Every year we produce over 350 million tons of new plastic.


More than 90% is recyclable...

...but less than 10% actually gets recycled.

This means that there is over 6 billion tons of plastic waste in the world right now, ready to be collected and recycled.

So even if we completely stopped producing plastic right now there is still a little bit we need to tidy up.
If left uncollected it remains in the food, water and air that we humans and almost every other living thing, in our ecosystem, are at risk of consuming and being polluted by it.
The Challenge: Reuse, Recycle, Revamp
We are working to dissolve the economic, technical and social barriers that prevent people from getting recycled plastic products into the world.
Our project is all about increasing accessibility to recycling equipment and hence enabling more people to recycle.
Why?
Recycling provides a solution to both:
1. Extracting raw plastic pollution from the environment by capturing and storing it in large pieces that are kept out of the ecosystem by human utilisation and are easy to manage at the end of their product life to ensure that they do not end up back in the ecosystem.
2. Providing an alternative to dependency on raw materials. Humans are always going to make things, by using recycled materials we reduce the extraction of raw material, such as wood, and its inherent burden on the environment.
Our solution, a recycled plastic skateboard deck (RPSD), is to provide the means to produce a fun, healthy and directly tangible reward for recycling that demonstrates both the aesthetic beauty and the mechanical strength of the material to its users and observers, with the aim of incentivising and catalysing plastic recycling.
A skateboard was also chosen because of its ease of manufacture. We want it to be as easy as possible for people to recycle, so we chose a simple product with no, ribs, undercuts or complex geometry and just one single solid body. This is our way of trying to dissolve any technical barriers, potential manufacturing defects and complications that would stand as obstacles in the production process.
Ease of access is why all of our research is, and always will be, open source. To reduce the barriers that IP restrictions, copyrights and patents place in front of designers and recyclers who want to start recycling. We want anyone, anywhere to be able to pick up our project with as little resistance as possible and start recycling plastic.
The process to build the mould itself has been designed to be as easy to replicate as possible without any specialist tooling, just things found in a standard metalworking workshop, a grinder, a pillar drill and a welding machine. This is to prevent economic, infrastructure and skill-level barriers from standing in the way if people building our system.

The Mould
The most technically innovative and unique part of project RPSD is our open-source mould, which is used to form the skateboard decks.
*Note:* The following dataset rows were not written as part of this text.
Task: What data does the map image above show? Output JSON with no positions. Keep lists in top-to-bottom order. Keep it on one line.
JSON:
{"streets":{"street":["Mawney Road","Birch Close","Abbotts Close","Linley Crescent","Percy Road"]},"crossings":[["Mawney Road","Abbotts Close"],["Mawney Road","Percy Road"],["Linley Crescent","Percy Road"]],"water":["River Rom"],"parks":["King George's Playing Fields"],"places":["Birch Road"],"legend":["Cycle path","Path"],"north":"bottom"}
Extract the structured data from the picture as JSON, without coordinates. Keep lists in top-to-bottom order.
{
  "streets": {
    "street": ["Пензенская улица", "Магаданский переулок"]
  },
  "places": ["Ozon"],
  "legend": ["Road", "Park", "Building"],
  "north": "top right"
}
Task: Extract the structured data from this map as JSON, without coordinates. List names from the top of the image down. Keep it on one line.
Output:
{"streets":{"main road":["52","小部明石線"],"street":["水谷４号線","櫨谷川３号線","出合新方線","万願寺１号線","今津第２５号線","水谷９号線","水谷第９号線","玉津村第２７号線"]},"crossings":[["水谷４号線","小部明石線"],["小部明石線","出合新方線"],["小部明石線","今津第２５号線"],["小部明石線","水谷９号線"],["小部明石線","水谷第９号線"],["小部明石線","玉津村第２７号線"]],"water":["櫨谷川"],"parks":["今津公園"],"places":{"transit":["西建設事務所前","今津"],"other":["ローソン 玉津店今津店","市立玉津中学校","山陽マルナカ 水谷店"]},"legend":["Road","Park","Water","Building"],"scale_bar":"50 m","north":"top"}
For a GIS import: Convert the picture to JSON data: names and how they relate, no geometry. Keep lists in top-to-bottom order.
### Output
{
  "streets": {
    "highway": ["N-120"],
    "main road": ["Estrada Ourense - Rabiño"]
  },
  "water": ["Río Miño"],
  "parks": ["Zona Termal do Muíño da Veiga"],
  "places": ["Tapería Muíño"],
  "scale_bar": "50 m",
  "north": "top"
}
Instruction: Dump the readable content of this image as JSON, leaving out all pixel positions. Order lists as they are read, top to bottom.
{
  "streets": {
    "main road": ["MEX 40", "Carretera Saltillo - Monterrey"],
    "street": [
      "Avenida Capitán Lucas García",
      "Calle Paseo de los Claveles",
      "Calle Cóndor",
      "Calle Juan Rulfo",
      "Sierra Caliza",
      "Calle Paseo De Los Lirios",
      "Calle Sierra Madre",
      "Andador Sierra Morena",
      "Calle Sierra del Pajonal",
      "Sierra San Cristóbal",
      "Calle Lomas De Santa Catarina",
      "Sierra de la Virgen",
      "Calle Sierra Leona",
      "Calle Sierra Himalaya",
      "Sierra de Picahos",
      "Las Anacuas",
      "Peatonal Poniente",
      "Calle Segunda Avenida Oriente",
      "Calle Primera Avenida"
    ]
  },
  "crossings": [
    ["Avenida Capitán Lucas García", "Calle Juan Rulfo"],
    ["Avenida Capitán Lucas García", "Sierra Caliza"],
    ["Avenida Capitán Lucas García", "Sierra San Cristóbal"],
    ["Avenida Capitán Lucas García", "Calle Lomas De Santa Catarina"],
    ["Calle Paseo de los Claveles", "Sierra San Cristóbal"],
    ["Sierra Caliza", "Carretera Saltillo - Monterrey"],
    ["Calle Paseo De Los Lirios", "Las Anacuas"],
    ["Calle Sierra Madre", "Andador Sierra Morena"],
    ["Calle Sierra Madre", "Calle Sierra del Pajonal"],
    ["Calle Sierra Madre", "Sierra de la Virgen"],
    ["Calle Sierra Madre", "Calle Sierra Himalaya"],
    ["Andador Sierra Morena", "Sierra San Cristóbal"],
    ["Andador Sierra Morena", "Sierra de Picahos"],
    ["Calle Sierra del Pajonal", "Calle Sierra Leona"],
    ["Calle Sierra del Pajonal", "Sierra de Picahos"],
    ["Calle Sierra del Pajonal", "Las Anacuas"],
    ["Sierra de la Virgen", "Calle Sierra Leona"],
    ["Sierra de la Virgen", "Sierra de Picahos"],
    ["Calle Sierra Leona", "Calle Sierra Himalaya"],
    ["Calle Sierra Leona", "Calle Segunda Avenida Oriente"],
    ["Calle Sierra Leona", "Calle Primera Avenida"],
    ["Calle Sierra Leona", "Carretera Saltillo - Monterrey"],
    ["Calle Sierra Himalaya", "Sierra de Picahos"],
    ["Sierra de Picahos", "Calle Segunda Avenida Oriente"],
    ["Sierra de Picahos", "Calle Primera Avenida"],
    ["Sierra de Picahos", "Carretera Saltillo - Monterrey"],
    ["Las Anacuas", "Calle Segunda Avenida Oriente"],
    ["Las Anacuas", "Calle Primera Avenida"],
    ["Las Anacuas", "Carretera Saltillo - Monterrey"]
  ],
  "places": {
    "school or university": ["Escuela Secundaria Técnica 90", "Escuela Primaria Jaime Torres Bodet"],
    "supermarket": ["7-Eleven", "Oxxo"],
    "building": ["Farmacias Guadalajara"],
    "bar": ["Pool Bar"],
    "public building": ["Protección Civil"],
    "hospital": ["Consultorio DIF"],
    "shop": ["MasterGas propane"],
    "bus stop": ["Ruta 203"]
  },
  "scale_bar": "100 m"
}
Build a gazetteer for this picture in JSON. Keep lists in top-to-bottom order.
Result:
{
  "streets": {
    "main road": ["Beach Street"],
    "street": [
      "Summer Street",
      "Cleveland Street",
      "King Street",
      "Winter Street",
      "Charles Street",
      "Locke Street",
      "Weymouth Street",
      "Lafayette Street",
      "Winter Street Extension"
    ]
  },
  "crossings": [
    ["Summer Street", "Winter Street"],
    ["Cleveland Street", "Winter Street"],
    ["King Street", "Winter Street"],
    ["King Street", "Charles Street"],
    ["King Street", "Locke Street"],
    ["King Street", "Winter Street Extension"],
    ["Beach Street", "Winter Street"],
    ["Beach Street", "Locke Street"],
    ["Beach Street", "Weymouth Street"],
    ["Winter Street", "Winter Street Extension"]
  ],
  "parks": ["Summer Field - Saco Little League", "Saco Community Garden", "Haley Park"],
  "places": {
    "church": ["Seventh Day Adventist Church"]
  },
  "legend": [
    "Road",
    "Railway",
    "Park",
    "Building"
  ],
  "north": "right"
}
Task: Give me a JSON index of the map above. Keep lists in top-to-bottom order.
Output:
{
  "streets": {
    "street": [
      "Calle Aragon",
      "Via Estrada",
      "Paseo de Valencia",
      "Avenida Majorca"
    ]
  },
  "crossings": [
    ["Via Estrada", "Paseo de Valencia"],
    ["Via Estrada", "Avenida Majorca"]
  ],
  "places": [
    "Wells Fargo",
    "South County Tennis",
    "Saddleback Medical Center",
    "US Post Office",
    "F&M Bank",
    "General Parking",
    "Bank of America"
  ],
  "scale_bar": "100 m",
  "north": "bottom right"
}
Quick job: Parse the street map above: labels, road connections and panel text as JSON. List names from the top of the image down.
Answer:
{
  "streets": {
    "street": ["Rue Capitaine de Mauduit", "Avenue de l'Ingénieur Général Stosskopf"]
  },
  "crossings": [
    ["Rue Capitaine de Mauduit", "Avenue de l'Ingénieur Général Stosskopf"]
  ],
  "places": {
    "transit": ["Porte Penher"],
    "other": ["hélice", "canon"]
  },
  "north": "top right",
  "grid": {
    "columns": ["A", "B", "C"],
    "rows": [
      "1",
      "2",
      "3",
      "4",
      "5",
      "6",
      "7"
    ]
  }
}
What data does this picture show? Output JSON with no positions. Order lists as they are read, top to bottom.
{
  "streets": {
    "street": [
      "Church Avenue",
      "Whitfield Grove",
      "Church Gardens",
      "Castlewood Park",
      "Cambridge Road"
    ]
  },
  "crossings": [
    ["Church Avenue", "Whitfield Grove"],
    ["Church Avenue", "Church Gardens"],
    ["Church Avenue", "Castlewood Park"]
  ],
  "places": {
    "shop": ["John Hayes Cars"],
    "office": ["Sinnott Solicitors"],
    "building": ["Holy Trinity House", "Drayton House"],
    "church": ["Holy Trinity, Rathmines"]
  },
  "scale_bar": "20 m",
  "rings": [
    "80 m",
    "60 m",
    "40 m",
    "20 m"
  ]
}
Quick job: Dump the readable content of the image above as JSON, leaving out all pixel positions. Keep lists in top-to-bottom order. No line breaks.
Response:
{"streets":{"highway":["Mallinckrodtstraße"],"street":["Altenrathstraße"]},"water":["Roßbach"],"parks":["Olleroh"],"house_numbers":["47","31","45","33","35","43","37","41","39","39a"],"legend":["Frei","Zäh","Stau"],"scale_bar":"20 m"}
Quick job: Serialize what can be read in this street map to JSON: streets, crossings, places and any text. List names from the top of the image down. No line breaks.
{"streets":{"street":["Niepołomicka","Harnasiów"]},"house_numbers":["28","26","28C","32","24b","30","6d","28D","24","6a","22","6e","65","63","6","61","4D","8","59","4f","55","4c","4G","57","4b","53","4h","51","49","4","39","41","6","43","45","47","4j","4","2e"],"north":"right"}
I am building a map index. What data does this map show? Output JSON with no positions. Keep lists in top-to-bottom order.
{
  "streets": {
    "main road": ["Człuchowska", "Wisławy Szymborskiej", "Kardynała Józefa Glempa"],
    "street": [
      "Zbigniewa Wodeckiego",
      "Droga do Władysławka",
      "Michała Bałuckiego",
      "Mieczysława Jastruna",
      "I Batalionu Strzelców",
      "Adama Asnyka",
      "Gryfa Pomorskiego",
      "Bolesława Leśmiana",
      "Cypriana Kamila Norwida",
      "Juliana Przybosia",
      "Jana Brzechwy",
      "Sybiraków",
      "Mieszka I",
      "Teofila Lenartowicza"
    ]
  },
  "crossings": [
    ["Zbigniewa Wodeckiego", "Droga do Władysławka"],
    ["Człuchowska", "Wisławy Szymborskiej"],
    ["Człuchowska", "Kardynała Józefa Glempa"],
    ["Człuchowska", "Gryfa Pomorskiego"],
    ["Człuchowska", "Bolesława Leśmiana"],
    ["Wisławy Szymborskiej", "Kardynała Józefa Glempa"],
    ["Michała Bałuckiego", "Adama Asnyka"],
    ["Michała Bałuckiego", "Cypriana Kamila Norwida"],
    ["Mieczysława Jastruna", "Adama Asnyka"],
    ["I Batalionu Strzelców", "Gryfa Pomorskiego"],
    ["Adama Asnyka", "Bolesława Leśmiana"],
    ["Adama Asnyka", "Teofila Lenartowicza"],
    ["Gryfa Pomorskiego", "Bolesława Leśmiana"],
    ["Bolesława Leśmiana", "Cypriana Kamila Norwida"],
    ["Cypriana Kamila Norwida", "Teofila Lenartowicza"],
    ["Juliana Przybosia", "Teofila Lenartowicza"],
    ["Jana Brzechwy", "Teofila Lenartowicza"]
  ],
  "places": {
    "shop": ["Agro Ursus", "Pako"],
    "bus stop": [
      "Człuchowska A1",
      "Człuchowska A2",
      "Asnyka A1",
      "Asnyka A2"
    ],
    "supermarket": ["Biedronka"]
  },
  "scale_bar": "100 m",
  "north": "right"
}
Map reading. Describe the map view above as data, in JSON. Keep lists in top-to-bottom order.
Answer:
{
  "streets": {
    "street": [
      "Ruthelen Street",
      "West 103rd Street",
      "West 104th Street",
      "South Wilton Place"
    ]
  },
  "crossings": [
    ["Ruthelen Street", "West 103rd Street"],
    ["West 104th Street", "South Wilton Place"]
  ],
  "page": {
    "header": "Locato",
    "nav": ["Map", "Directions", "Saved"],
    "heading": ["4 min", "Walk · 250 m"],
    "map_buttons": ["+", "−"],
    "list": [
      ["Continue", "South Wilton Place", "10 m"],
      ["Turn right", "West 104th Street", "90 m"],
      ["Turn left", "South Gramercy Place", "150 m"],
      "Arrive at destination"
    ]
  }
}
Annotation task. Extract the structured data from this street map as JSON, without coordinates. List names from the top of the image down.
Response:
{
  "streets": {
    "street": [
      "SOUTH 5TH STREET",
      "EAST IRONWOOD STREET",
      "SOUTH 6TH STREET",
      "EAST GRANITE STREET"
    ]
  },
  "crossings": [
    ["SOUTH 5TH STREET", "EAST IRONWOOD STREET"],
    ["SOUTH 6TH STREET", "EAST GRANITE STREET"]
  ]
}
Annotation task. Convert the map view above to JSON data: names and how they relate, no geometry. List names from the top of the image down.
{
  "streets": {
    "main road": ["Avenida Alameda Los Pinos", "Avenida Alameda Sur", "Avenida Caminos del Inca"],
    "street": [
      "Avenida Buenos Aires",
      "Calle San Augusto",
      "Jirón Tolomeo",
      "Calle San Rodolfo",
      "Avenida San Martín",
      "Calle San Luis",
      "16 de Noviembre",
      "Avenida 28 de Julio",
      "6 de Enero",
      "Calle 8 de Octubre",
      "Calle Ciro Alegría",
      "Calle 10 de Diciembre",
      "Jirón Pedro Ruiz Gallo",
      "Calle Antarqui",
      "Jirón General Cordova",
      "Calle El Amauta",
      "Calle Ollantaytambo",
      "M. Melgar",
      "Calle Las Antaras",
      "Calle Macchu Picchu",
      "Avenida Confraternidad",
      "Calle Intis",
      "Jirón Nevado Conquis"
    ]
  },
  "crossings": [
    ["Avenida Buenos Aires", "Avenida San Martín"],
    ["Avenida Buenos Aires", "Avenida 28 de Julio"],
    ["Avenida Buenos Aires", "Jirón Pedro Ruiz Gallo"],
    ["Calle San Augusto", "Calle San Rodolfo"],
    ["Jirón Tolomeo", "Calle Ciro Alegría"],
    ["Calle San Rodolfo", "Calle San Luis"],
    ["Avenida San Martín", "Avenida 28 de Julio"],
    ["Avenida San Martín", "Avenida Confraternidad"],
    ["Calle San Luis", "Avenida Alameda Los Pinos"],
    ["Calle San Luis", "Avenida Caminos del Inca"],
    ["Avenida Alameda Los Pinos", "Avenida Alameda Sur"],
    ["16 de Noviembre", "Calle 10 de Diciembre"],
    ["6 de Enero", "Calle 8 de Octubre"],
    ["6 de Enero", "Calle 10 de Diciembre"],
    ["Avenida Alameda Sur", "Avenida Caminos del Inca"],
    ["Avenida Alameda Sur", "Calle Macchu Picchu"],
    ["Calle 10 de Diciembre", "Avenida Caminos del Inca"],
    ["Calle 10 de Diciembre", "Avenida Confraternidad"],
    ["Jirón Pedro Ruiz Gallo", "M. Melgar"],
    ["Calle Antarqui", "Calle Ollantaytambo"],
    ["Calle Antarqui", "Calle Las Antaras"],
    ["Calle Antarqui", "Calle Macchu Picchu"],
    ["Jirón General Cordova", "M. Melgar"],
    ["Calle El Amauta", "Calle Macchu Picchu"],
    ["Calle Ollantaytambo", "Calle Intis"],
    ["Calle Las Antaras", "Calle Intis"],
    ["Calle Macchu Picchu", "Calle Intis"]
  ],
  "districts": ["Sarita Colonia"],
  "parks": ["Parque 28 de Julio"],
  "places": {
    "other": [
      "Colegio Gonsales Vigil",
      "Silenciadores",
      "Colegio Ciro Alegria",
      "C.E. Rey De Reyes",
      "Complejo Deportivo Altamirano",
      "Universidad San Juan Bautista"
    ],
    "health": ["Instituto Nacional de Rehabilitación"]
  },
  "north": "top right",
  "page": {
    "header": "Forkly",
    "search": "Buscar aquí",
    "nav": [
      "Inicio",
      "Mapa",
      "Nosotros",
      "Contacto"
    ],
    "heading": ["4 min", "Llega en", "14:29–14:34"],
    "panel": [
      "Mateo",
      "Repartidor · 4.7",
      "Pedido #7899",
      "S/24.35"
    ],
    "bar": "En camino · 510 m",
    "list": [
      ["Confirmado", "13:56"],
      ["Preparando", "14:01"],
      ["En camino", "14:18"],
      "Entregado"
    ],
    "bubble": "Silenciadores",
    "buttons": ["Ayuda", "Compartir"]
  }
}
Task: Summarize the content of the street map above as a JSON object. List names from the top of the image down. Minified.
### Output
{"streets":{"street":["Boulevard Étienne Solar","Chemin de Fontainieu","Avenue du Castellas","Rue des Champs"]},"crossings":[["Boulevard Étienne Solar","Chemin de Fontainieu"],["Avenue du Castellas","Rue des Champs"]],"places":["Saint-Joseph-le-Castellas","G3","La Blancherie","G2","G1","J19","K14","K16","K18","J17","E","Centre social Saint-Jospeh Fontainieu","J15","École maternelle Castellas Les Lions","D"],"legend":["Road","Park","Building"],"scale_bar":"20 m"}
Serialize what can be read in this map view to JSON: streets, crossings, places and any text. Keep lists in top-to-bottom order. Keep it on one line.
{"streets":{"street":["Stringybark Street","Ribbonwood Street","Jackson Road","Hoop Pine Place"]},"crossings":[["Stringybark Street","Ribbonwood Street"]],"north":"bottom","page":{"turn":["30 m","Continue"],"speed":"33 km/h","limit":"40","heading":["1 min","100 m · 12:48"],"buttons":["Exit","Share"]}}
Previously it did not exist, which means we can proudly say this is the first in the world of its kind to be released.

The mould consists of three CNC cut aluminium pieces that form the shape of the deck.
The mould is electronically heated, with cartridge heaters similar to those found in 3D printers, whilst molten plastic is injected into the mould using an extrusion machine.
It also features an adjustable height table, a quick-release handle and suspension for easy operation.
1. Thanks for the support! It motivates us to keep going!
2. The turnaround is 2 hours of work per deck, so you can make 4 in an 8 hour work day, and 32 in a normal work week, with one day for other tasks, (posting, cleaning, maintenance etc). We have tested this as a business model and it works :) (This is with one mould and one extruder), if you have two moulds per extruder theoretically you can make 6 + decks per day. As for the ROI, we have calculated an 8-year financial forecast for the project, we will share this in a project log very soon if you have any specific questions you can post them here or message us and we can answer them for you. Very cool to hear you are considering implementation!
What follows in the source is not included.